China's home prices were slightly lower in May over April amid weak sales, suggesting that the nation's realty market is cooling off and that buyers in the world's second largest economy are holding off purchases despite Beijing's efforts to revive sales.
A survey by China Real Estate Index System (CREIS) showed average prices in the 100 biggest cities fell 0.32% in May from April, the first drop in nearly two years.
A separate survey by realty services firm E-House China Holdings showed prices of new homes in 288 cities fell 0.03% in May from April, logging the second straight month-on-month drop.
On an annual basis, home prices rose 5.8% in May, but the reading was lower than the 6.9% rise in April, and marked the seventh straight month of slowing annual property inflation.
Meanwhile, CREIS said home prices rose 7.8% in May, easing from a 9.1% gain in April.
Local governments have eased restrictions on home buying, but potential buyers are delaying purchases amid an oversupply situation in several Chinese cities.
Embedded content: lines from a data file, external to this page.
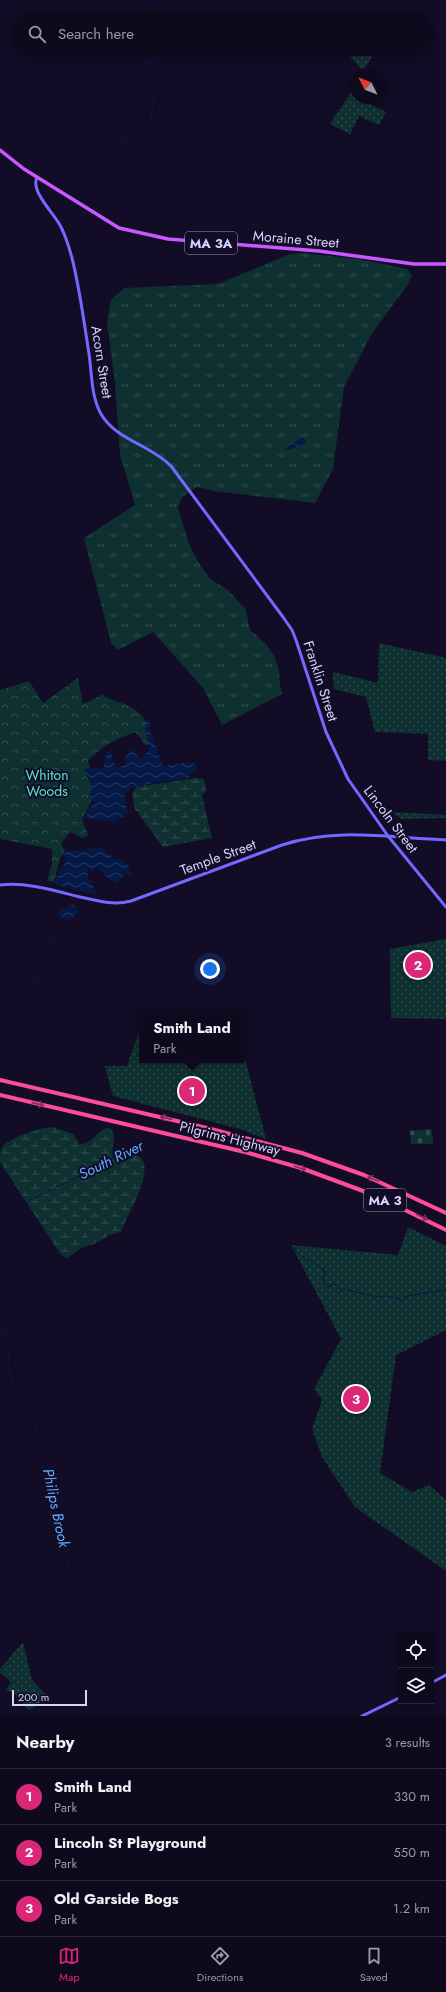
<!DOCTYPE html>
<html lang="en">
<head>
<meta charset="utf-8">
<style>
  :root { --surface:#0e091c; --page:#171225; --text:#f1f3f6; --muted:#9b9aa3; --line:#2e2a3b; --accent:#db2777 }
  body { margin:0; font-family:Jost,sans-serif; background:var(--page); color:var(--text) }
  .controls { position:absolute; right:12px; bottom:12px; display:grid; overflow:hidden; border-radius:0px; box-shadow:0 2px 6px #0003 }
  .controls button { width:36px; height:36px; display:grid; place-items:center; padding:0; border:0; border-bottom:1px solid var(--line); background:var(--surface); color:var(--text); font:20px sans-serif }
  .compass { position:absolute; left:350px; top:68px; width:36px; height:36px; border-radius:50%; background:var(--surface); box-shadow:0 2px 6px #0003; rotate:312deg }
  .scale { position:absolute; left:12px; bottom:10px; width:75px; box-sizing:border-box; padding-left:4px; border:2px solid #d8d1ff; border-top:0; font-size:11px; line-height:14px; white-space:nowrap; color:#d8d1ff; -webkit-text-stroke:3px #120c26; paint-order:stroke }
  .you { position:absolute; left:210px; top:969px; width:14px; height:14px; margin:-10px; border:3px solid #fff; border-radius:50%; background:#1a73e8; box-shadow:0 0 0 6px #1a73e833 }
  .badge { display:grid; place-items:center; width:26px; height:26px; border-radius:50%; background:var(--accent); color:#fff; font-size:13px; font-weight:700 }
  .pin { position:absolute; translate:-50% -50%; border:2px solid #fff; box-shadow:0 1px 4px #0006 }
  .popup { position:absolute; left:139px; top:1011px; width:106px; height:52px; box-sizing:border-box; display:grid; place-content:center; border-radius:0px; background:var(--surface); filter:drop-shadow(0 1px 3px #0005); font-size:13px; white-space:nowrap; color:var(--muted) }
  .popup b { font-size:15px; color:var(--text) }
  .popup::after { content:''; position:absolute; left:50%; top:100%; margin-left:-8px; border:8px solid transparent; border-top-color:var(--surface) }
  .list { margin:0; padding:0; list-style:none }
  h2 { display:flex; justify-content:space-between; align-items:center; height:52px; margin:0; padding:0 16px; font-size:17px }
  h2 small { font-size:13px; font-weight:400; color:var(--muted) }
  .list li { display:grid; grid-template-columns:26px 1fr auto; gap:12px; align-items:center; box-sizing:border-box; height:56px; padding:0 16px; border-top:1px solid var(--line) }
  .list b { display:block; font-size:15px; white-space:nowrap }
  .list p { margin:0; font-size:13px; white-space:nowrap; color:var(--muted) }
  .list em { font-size:13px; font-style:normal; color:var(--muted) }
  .icon { flex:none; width:22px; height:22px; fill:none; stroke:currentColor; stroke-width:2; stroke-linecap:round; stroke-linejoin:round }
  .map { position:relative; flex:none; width:446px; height:1716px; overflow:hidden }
  .search { position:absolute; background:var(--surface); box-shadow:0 2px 6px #0003; left:12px; right:12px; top:12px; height:44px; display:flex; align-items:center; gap:10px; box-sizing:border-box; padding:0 14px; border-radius:22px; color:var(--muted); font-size:15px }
  .sheet { height:220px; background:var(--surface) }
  nav { display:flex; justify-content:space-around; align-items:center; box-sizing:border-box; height:56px; border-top:1px solid var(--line); background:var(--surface); font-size:11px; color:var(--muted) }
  nav a { display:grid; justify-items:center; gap:2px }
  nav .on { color:var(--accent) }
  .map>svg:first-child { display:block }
  .grass { fill:url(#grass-tufts) }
  .forest { fill:url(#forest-crowns) }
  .wetland { fill:url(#wetland-marsh) }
  .cemetery { fill:url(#cemetery-stones) }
  .park { fill:url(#park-dots) }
  .water { fill:url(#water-waves) }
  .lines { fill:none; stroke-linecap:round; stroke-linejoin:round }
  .stream { stroke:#051946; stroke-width:1 }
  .secondary { stroke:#7368ff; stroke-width:3 }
  .primary { stroke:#c958ff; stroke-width:3.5 }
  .highway { stroke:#ff4c99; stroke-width:4 }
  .oneway { stroke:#882c60 }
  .labels { text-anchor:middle; stroke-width:4; stroke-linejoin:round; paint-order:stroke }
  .shield { fill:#120c26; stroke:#9d96be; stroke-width:1 }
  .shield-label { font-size:13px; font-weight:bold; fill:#d8d1ff }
  .street-label { font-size:14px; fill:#d8d1ff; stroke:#120c26 }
  .park-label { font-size:14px; fill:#50ebcc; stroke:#120c26 }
  .water-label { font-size:15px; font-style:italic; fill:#5fadff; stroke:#120c26 }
</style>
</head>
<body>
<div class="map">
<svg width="446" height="1716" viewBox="0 0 446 1716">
  <defs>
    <pattern id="grass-tufts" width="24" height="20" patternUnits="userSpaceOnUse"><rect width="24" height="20" fill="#0f3030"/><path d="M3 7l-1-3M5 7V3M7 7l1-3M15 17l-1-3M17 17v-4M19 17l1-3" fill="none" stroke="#314d4f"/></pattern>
    <pattern id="forest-crowns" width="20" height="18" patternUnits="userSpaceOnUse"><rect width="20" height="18" fill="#0f3030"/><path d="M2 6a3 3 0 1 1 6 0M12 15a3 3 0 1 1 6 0" fill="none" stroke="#314d4f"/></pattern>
    <pattern id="wetland-marsh" width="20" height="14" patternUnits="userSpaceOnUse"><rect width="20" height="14" fill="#0f3030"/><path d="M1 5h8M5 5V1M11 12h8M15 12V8" fill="none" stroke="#314d4f"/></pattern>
    <pattern id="cemetery-stones" width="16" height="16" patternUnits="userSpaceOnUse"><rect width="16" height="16" fill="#0f3030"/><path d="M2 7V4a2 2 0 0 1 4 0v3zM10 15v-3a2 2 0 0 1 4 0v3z" fill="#314d4f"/></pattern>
    <pattern id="park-dots" width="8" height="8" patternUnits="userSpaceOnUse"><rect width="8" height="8" fill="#0f3030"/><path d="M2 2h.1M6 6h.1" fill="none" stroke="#314d4f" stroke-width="1.8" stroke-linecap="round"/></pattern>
    <pattern id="water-waves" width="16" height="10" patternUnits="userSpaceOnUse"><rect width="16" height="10" fill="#051946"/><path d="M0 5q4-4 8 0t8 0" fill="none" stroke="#293962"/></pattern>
  </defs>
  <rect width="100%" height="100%" fill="#120c26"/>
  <path class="grass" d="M302 253 359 259 407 269 412 275 408 284 371 335 344 387 333 469 315 503 214 491 197 487 182 497 178 508 189 544 196 558 209 578 229 591 246 610 250 630C260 638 274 651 277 664 280 674 279 684 282 694L222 725 203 688 153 632 118 650 111 643 84 538 135 505 120 455 115 384 107 322 111 300 124 288 218 284 290 254Z"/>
  <path class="forest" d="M78 678 83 704 104 694 105 697C132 707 152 711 149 745H145L140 737 135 732C116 739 102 746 88 761L98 789 82 819 88 835 83 838 70 832 61 843 65 853 60 858 54 882 47 881 52 863V849L0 839V690L29 681 43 703Z"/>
  <g class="wetland">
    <path d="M197 778 204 779 206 791 202 795 212 838 163 847 135 809 132 794 136 787Z"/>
    <path d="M53 1127 73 1134 80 1144C93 1145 98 1127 110 1128 121 1137 104 1155 119 1164L127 1155H137C159 1166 127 1215 121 1232L110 1235 94 1244 83 1247 67 1258 61 1255 0 1162C0 1156 0 1151 3 1146 12 1137 41 1127 53 1127Z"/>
  </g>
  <path class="cemetery" d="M432 1129 433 1144H411L410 1131Z"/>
  <g class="park">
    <path d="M355 49H362L372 57 363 71 350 56Z"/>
    <path d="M356 85V98H368L366 102 386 112 379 125 359 116 350 134 330 124Z"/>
    <path d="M379 643 446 658V761L428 760V734L375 732 366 697 334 689 333 672 378 683Z"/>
    <path d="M392 812 446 815V818L401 819Z"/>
    <path d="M446 939V1019L391 1018 390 949Z"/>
    <path d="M142 1031V1060H192L193 1065 203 1060H242V1047L266 1139 240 1129 113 1096 105 1066H127L139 1032Z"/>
    <path d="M408 1227 446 1246V1330L396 1355 380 1473 412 1492 429 1485 446 1500V1571L355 1507 322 1457 312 1429 322 1400 314 1389 341 1339 291 1245 398 1255Z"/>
    <path d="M23 1642 32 1680 48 1697 29 1710 15 1694 6 1690 11 1682 0 1672V1669Z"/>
  </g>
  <g class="water">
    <path d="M303 437 306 441 304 444C297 445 290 452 284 449Z"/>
    <path d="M147 719H149L151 734 163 765 165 766 190 762 197 765V768L189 773V778C170 781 148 782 129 789L124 798 128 813 115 823 84 818 94 802 90 795 92 786 85 774V770L87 768 100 769 104 766 106 755 109 751C114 755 112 763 118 768L125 765V757L134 748 139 758 144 757 149 749 145 728Z"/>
    <path d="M97 847 102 848 114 858 124 861 129 867 130 874 124 875 118 883 113 882 95 867 92 873 89 869H87C87 880 96 886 96 895L57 885 54 881 65 863 64 848 68 852 74 850 79 852Z"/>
    <path d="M72 904 80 912 70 919 65 920 57 913Z"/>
  </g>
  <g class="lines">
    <g class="stream">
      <path d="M142 19 139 15 141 9 153 0"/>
      <path d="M87 205 79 199 126 137 138 133 151 120 154 91 158 85C154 77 149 71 151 62 152 57 154 55 154 49"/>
      <path d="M83 218 85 210"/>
      <path d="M0 878 2 882"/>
      <path d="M3 887 9 899 35 924"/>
      <path d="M54 943 62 925 88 937"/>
      <path d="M17 986 34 983 54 943 36 925"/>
      <path d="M0 989 14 986"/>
      <path d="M240 1199 289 1242"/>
      <path d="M0 1203 18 1197 23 1204 147 1142C154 1142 162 1141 169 1143 198 1149 219 1173 238 1195"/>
      <path d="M291 1245 302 1256 325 1270 323 1283 327 1287 335 1284 338 1289 342 1290 345 1289 376 1297 389 1296 401 1300 411 1295 446 1290"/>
      <path d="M0 1328 3 1329 13 1342 9 1351 8 1367 12 1381 33 1418 44 1458 52 1473 61 1534 72 1579 87 1591 112 1626 136 1651"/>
      <path d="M137 1654 159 1687 176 1698"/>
      <path d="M177 1699 184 1716"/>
    </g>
    <g class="secondary">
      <path d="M37 177C30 192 55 214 61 227 66 237 69 247 72 258 80 290 84 322 89 354 92 374 91 396 101 414 116 440 151 445 171 466L283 617 292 630 296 640 326 732 348 779 388 836 446 907"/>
      <path d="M0 885C25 882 53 890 76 896 95 900 112 906 131 901L282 845C336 827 391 838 446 840"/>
      <path d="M431 1683 446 1675"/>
      <path d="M362 1716 401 1697"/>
    </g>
    <path class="primary" d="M0 150 24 169 119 228 168 239 319 251 414 264H446"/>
    <g class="highway">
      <path d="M0 1080 207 1128 302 1153 364 1175 446 1213"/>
      <path d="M0 1095 245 1152 301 1168 374 1195 446 1230"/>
    </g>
  </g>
  <defs><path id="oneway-shaft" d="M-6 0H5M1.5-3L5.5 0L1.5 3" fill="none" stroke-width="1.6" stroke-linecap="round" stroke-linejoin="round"/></defs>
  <g class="oneway">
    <use href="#oneway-shaft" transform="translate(38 1104) rotate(13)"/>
    <use href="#oneway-shaft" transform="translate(166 1118) rotate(-167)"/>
    <use href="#oneway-shaft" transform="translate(300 1168) rotate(17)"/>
    <use href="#oneway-shaft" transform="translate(373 1179) rotate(-157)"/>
    <use href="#oneway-shaft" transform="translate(422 1217) rotate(27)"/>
  </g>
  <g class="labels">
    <g class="shield">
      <rect x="185" y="232" width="52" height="22" rx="3"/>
      <rect x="364" y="1189" width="42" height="22" rx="3"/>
    </g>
    <g class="shield-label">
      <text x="211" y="248">MA 3A</text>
      <text x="385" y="1205">MA 3</text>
    </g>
    <g class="street-label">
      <text transform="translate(296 239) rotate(5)" y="5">Moraine Street</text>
      <text transform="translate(102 362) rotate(81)" y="5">Acorn Street</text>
      <text transform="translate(321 681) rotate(72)" y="5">Franklin Street</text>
      <text transform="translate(391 819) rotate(53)" y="5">Lincoln Street</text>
      <text transform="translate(218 857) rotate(-20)" y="5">Temple Street</text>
      <text transform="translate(230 1138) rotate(14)" y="5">Pilgrims Highway</text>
    </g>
    <g class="park-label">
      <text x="47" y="780">Whiton<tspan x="47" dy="16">Woods</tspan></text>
    </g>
    <g class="water-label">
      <text transform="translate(111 1160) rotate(-26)" y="5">South River</text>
      <text transform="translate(56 1508) rotate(78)" y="5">Philips Brook</text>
    </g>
  </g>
</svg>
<div class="controls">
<button><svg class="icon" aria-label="locate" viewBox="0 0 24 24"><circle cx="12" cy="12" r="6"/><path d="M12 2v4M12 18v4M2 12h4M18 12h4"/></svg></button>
<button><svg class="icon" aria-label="layers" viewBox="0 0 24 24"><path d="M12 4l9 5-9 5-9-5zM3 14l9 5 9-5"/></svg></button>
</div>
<svg class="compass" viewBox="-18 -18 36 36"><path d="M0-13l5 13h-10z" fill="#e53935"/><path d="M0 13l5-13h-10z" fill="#9b9aa3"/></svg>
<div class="scale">200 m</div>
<div class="you"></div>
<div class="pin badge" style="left:192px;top:1091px">1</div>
<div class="popup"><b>Smith Land</b>Park</div>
<div class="pin badge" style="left:418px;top:965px">2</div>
<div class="pin badge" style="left:356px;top:1399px">3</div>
<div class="search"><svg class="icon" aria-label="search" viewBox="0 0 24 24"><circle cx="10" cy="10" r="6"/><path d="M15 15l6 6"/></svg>Search here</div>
</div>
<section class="sheet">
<h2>Nearby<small>3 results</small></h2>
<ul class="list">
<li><span class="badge">1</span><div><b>Smith Land</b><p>Park</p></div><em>330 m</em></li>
<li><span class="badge">2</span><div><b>Lincoln St Playground</b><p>Park</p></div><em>550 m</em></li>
<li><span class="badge">3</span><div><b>Old Garside Bogs</b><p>Park</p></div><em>1.2 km</em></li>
</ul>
</section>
<nav>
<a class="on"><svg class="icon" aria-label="map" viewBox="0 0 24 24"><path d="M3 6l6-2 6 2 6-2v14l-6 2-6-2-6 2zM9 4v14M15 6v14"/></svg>Map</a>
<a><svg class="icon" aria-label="directions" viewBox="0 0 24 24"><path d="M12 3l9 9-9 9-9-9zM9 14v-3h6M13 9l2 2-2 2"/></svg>Directions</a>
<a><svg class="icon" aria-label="saved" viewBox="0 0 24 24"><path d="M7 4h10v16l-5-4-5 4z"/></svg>Saved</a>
</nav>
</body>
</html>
Slower growth in disposable income against a backdrop of an economic downturn may have fuelled the wait-and-watch sentiment among home buyers.
The property sector directly affects 40 other industries and the central bank in early May ordered commercial banks to provide more credit to first-time home buyers and prioritise the issuing of mortgages.
Government data for April showed that home prices growth slowed to a near one-year low.
Home sales in China have dropped by some 10% in the first four months of the year, when compared with the year-ago period.
Construction starts for housing have tanked 24.5% over the same period.
The per capita disposable income of urban households in China increased 9.7% in 2013, compared with a 12.6% gain in 2012, according to official data.